Gerstein’s forthcoming release for myrios classics pairs music of Debussy with the Armenian priest, musicologist, and composer Komitas, and it features collaborations with Adès, Ruzan Mantashyan, and Katia Skanavi. His first collaboration with myrios classics was 10 years ago, and, as a result of that partnership, he’s realized many thoughtfully curated projects, including Mozart Sonatas for Piano Four-Hand with his longtime mentor, Ferenc Rados; a compendium of Adès’s works for piano in collaboration with the composer that won a 2021 International Classical Music Award; Strauss’s Enoch Arden with Bruno Ganz; Busoni’s monumental Piano Concerto with the Boston Symphony Orchestra and Sakari Oramo; The Gershwin Moment with the St. Louis Symphony Orchestra and David Robertson, featuring special appearances by vocalist Storm Large and Gerstein’s former mentor Gary Burton; Liszt’s Transcendental Études, picked by The New Yorker as one of 2016’s notable recordings; and Tchaikovsky’s First Piano Concerto in the composer’s own final version from 1879.

Earlier recordings on myrios classics include Imaginary Pictures, which couples Mussorgsky’s Pictures at an Exhibition with Schumann’s Carnaval; two discs of sonatas for viola and piano by Brahms, Schubert, Franck, Clarke, and Vieuxtemps recorded with Tabea Zimmermann; and a recital disc of works by Schumann, Liszt, and Knussen. Deutsche Grammophon’s 2020 release of Gerstein’s world premiere performance of Adès’s Concerto for Piano and Orchestra with the Boston Symphony Orchestra won a 2020 Gramophone Award and was nominated for three Grammy Awards. Additionally, he plays works by Tchaikovsky with Semyon Bychkov and the Czech Philharmonic as part of The Tchaikovsky Project, released by Decca Classics, and he’s featured on LAWO Classics’ Scriabin cycle, performing Prometheus: The Poem of Fire and the Piano Concerto with Vasily Petrenko and the Oslo Philharmonic.

Kirill Gerstein was born in Voronezh, Russia, in 1979. He attended one of the country’s special music schools for gifted children and taught himself to play jazz by listening to his parents’ record collection. Following a chance encounter with jazz legend Gary Burton in St.
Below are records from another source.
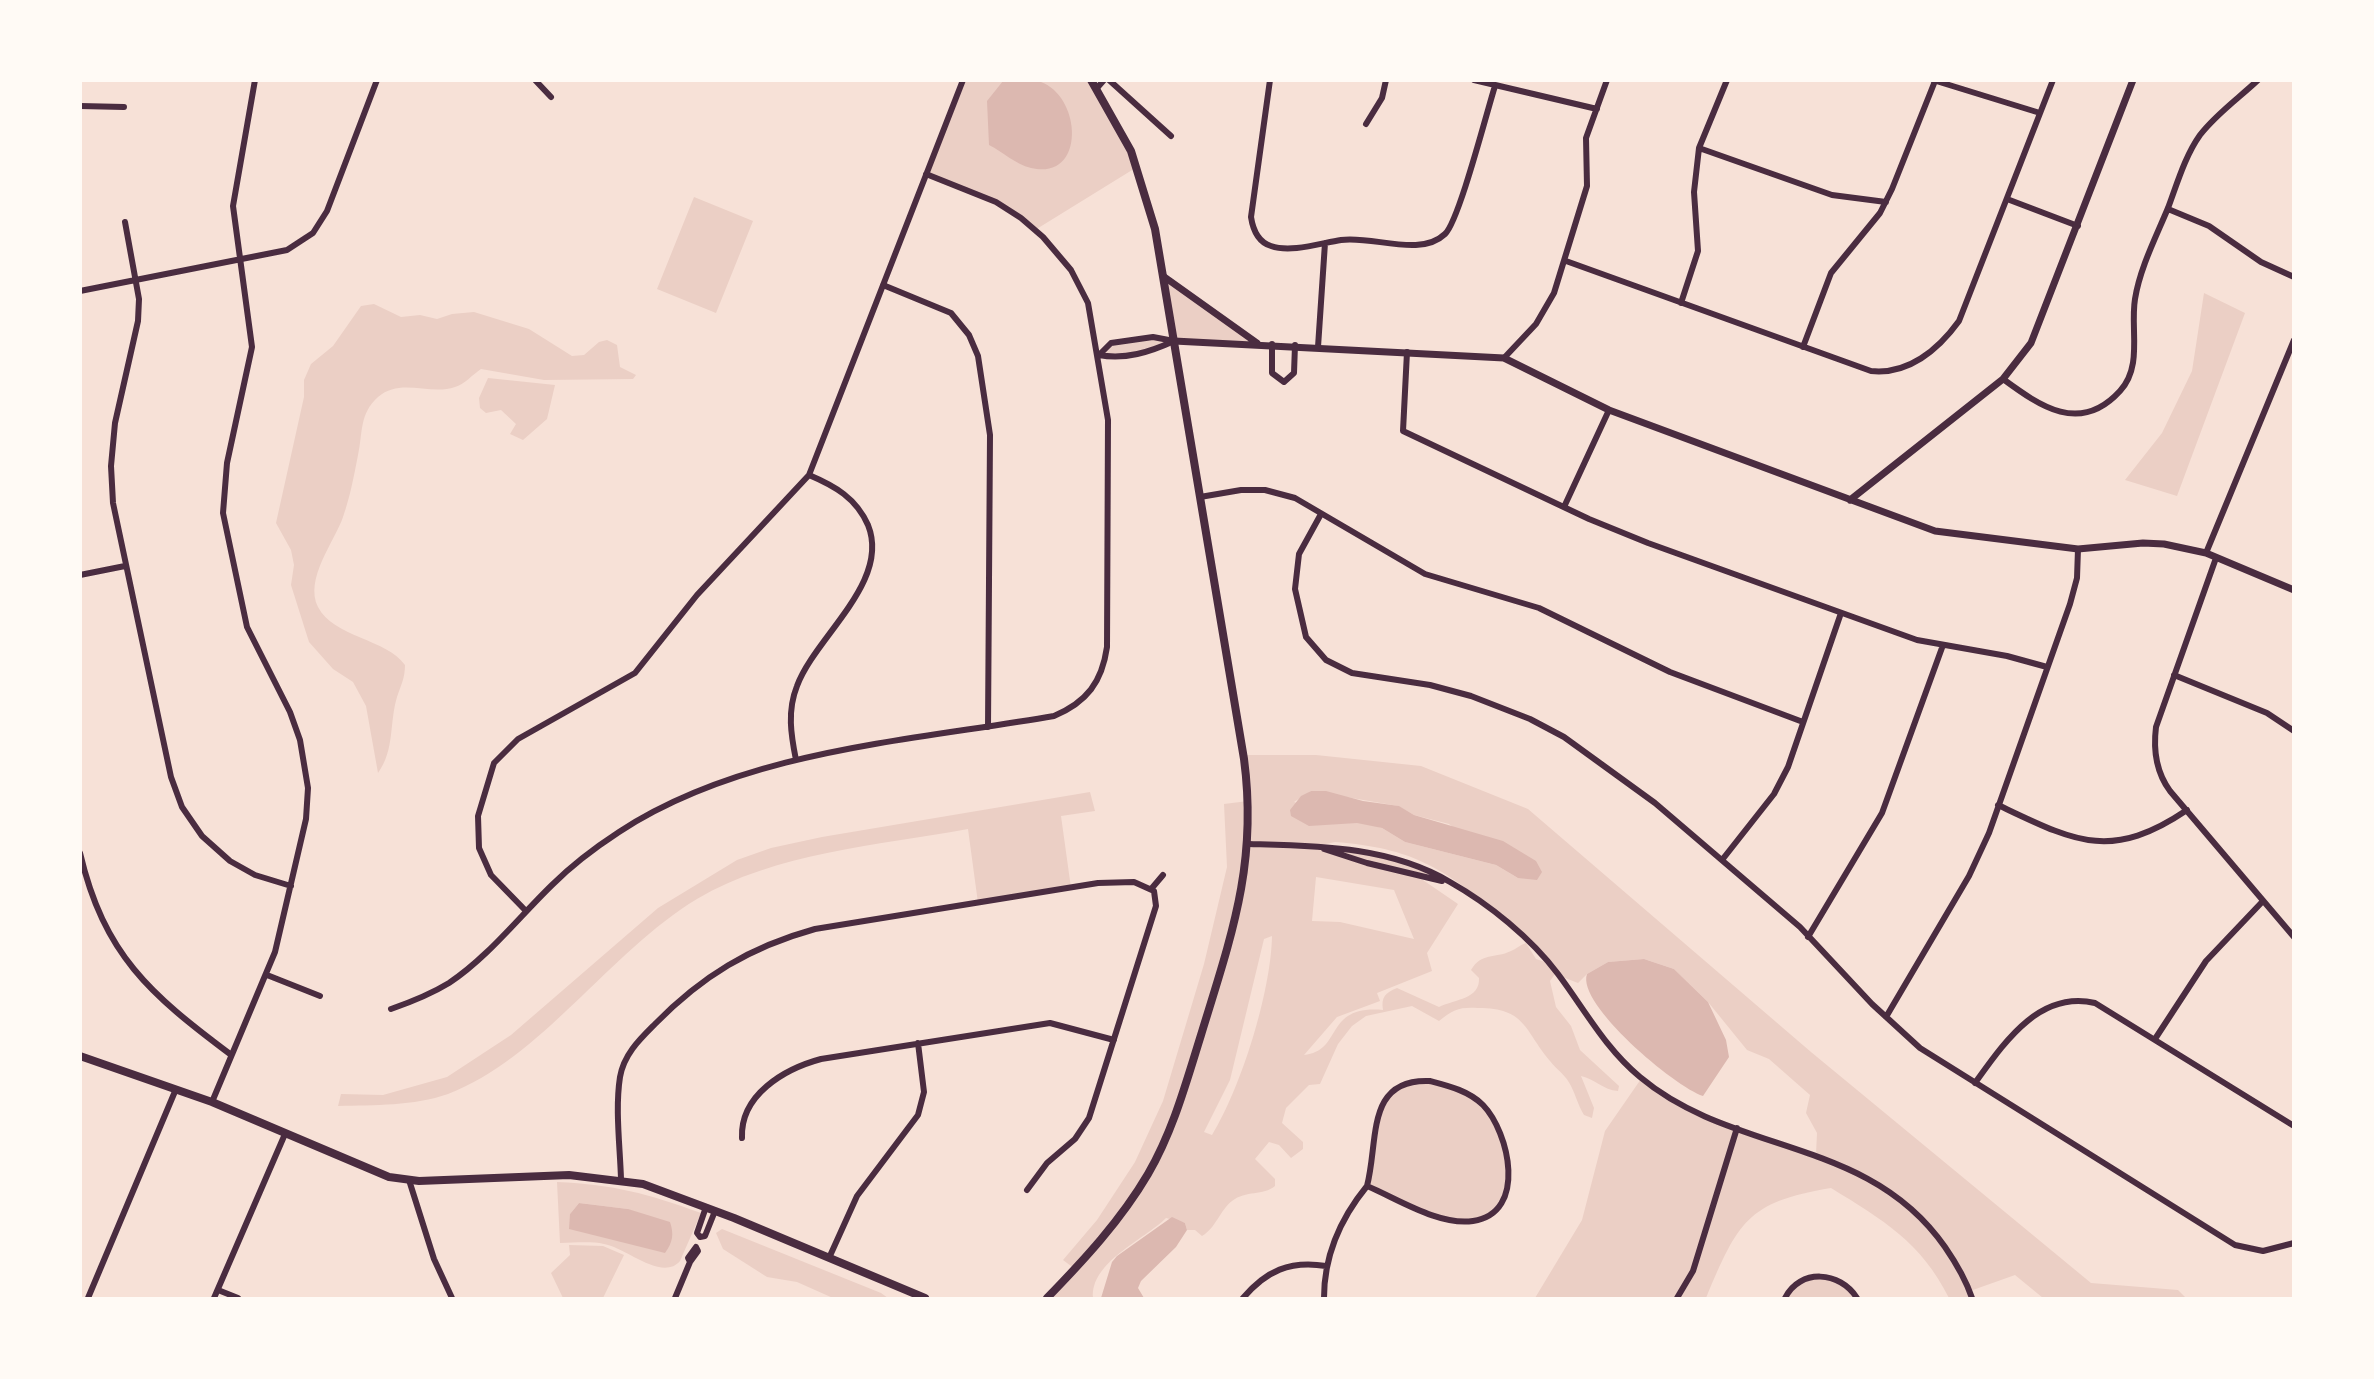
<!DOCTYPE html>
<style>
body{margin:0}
#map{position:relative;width:2374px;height:1379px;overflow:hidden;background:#f7e1d7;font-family:"Asap Condensed",sans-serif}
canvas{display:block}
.frame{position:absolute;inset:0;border:82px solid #fffaf5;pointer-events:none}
</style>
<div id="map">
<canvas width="2374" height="1379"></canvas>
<div class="frame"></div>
</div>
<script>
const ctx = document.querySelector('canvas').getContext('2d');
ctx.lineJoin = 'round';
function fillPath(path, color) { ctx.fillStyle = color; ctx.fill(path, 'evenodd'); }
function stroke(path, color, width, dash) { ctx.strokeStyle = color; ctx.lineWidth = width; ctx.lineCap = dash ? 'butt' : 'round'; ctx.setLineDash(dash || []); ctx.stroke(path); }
fillPath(new Path2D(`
 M963,80l128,1 46,86 -102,63 -39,-28 -70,-28z
 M694,197l59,24 -37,92 -59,-24z
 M1163,276l94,68 -83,-3 -23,11 -52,3c20,-19 48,-20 75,-14z
 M2204,293l41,20 -68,183 -52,-16 37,-47 30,-62z
 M374,304l27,13 19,-2 17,4 15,-5 22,-2 55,17 43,27 12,-1 15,-13 8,-2 10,5 3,22 16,8 -3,4 -89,1 -63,-11c-8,5 -17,16 -26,18 -25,9 -54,-10 -77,10 -19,17 -15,36 -20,58 -4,21 -8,42 -15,62 -8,24 -39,62 -25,90 15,30 69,32 87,58 0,13 -4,20 -8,32 -8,27 -2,52 -19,76l-12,-67 -13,-24 -20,-13 -24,-27 -18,-57 3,-20 -3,-15 -15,-27 28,-126v-17l7,-16 22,-18 28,-40z
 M488,378l67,7 -8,34 -24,21 -13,-6 6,-10 -15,-14 -15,3 -6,-5 -1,-10z
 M1243,755h73l105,11 107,43 283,243 280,231 87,7 8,8h-143l-28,-23 -45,16 2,7h-23c-28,-56 -66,-78 -118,-110 -85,14 -93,35 -125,110h-171l47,-78 23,-89 36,-52 49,30 126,45 1,-21 -11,-20 4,-18 -41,-36 -22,-9 -39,-48 -34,-33 -30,-10 -36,3 -21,12 -9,9 -23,-9 -5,7 6,26 15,19 9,24 39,36 -1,5c-15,-1 -23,-12 -37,-15l13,32 -2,10 -8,-3c-6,-10 -8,-19 -13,-29 -5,-11 -14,-16 -21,-25 -26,-31 -24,-53 -72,-53 -18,-1 -24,1 -39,13l-27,-15 -46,10 -14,10 -14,18 -18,40 -11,1 -23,23 -4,15 21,19v7l-12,9 -12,-13 -10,-3 -14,17 20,20v7c-12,10 -29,4 -43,15 -12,9 -16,27 -30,35l-7,-6h-8l-2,-7 -19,-5c-22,22 -76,44 -73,80h-46l28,-29 -12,-9 34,-40 38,-58 28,-61 41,-137 23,-97 -3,-63 24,-3zM1311,791l87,15 16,9 35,9 69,54 -22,-13 -91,-23 -23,-14 -88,-26zM1335,842c78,6 107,26 166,73 20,17 36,27 50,49l-15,-5 -10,-16c-6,2 -10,6 -15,8 -17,8 -29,1 -40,19l8,8c1,21 -23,21 -40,29l-42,-19c-12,5 -16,9 -14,22 -60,-5 -39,41 -79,45l33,-38 43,-16 -3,-8 55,-22 -5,-18 31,-49 -38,-26 30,4 -75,-29 -54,-8zM1316,877l78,13 20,49 -74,-17 -28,-1zM1272,936c-1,56 -31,152 -60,199l-8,-3 26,-52 34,-141z
 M1090,792l5,19 -34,5 10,72 -93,15 -10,-74c-88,16 -194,24 -271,70 -88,53 -156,160 -249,195 -34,12 -74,11 -110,12l3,-12 42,1 64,-18 64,-42 147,-127 79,-48 34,-12 51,-11z
 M1430,1081c15,6 38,11 49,22 28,27 48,105 -4,117 -25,6 -83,-24 -108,-34l11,-73 20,-27z
 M557,1182c58,3 89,11 144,31l-21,48c-18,21 -55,-14 -76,-17 -14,-3 -30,-1 -44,-1zM579,1203l49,6 -58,20v-15z
 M722,1229l159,64 7,5h-55l-36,-16 -30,-5 -44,-28 -7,-16z
 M569,1245l34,1 21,9 -21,43h-40l-12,-25 19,-18z
 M1804,1279h32l21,19h-72z`), '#ebcfc5');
fillPath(new Path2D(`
 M1003,81c12,-1 27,-3 38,1 41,15 45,99 -10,86 -16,-4 -28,-16 -42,-23l-2,-44z
 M1311,791h15l37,10 36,5 15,9 89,26 33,20 6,11 -5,8 -19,-2 -22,-13 -91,-23 -23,-14 -25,-5 -48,3 -18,-10 -1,-6 11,-14z
 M1644,959l30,10 34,33 18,38 3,17 -26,39c-28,-9 -127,-92 -116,-122l21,-12z
 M579,1203l49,6 42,13c4,12 3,20 -5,31l-96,-24 1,-15z
 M1172,1217l13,6 2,7 -11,17 -35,34 -3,7 6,10h-43l11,-36 5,-6z`), '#dcb8b0');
stroke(new Path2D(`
 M535,80l16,17
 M1109,80l62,56
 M1270,80l-19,137c2,13 7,25 20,29 20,7 50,-3 70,-6 31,-5 79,18 104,-6 14,-13 42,-123 50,-148
 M1474,80l123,29
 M1933,80l107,33
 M1097,88l7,-8
 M80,106l44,1
 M1366,124l16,-26 4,-18
 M1699,148l133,47 54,7
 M2007,199l71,27
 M2168,209l41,17 52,36 33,15
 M125,222l14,77 -1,22 -23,102 -4,43 2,37 58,274 11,30 20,29 28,25 25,14 36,11
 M1566,261l305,110c37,4 67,-21 88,-50l94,-241
 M883,285l68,28 18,22 9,21 12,79 -2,292
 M80,291l207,-41 26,-17 14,-22 50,-131
 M1681,303l17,-52 -4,-59 5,-44 28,-68
 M1153,337l21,4c-24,11 -49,19 -75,14l12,-12z
 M1272,344v29l12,9 10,-9 1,-28
 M1318,347l7,-104
 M1803,347l28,-74 49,-60 12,-24 43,-108
 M1407,352l-4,79 186,88 59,24 269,97 90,16 40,11
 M1504,358l32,-34 18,-31 33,-107 -1,-48 21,-58
 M2003,379c37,27 77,56 117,12 23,-25 10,-62 15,-92 5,-31 21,-62 33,-91 9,-24 17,-52 32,-73 16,-21 39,-37 58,-55
 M1200,497l41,-7h24l30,8 130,76 114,34 131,64 133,50
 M1564,507l45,-97
 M1321,514l-22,40 -4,35 11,48 20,23 26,13 78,12 41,11 59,23 34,18 91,66 145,124 72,77 48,44 315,197 28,6 31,-8
 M2206,553l88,-213
 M2216,558l-60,169c-3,24 0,45 14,64l124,146
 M80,575l45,-9
 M2174,675l93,38 27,18
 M796,760c-5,-25 -9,-49 1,-74 18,-49 94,-104 71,-161 -12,-27 -33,-39 -59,-50
 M1998,805c76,36 112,57 189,5
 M1249,844c69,2 140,2 201,38 39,22 81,56 108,92 27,36 47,74 82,103 94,79 228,59 305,170 11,16 21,33 27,51
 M1324,849l43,14 75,18
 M80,853c24,102 70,141 150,201
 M1722,860l52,-66 14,-27 53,-154
 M1152,888l11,-13
 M526,911l-35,-36 -12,-27 -1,-32 16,-53 24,-24 117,-66 62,-78 112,-120 154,-395
 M1808,937l74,-124 61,-168
 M267,975l53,21
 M391,1009c20,-7 40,-15 58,-26 39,-26 70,-66 103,-98 20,-20 44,-38 67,-53 125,-82 291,-91 435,-116 33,-14 48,-34 53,-69l1,-227 -20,-117 -17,-33 -28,-33 -22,-19 -25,-16 -70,-28
 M1886,1017l83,-141 20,-43 81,-229 7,-26 1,-29
 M2155,1039l51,-78 57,-60
 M1430,1081c19,5 39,10 53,24 26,27 45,108 -10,116 -34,5 -75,-22 -106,-35 12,-45 -2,-108 63,-105z
 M1975,1083c29,-40 64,-93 120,-80l199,123
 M212,1102l63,-150 31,-133 2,-31 -8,-48 -10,-28 -43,-85 -24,-114 4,-50 25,-116 -19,-141 22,-126
 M742,1138c-2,-43 42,-69 79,-79l229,-36 64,17
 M621,1179c-1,-33 -6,-70 -1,-102 4,-23 20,-38 35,-53 47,-48 95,-77 160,-95l283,-46 36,-1 20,9 2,15 -67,212 -14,21 -28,24 -20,27
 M409,1180l25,79 18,39
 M706,1207l-9,26 3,4 5,-1 10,-25
 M696,1247l2,4 -8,11 -2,-4z
 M829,1258l28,-62 61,-81 6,-23 -6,-49
 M218,1290l20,8
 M88,1298l88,-209
 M214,1298l71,-164
 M675,1298l15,-36
 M1243,1298c23,-27 47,-38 83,-32
 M1324,1298c0,-43 16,-79 43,-112
 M1677,1298l16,-27 44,-143
 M1785,1298c15,-30 55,-27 72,0`), '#4a2c40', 6);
stroke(new Path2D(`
 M1163,276l94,67
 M1174,341l330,17 105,52 326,121 143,18 65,-6 21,1 42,9 88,37
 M1850,500l153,-121 28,-36 102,-263`), '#4a2c40', 7);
stroke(new Path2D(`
 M80,1056l132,46 177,75 30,4 150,-6 74,9 91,34 191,80
 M1047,1298c37,-38 74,-78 101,-124 25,-43 38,-91 53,-139 30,-98 57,-171 43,-276l-89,-530 -24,-78 -40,-71`), '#4a2c40', 8);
</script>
Petersburg when he was 14, he was invited to become the youngest student to attend the Berklee College of Music in Boston, where he studied jazz piano while also pursuing his classical piano studies. At the age of 16, Gerstein decided to focus on classical music. He completed his undergraduate and graduate degrees at the Manhattan School of Music, where he studied with Solomon Mikowsky, and then undertook further studies with Dmitri Bashkirov in Madrid and Ferenc Rados in Budapest. Gerstein is the sixth recipient of the prestigious Gilmore Artist Award, and he also won first prize at the 10th Arthur Rubinstein Competition and an Avery Fisher Career Grant. In May 2021, he was awarded an honorary doctor-of-musical-arts degree from the Manhattan School of Music.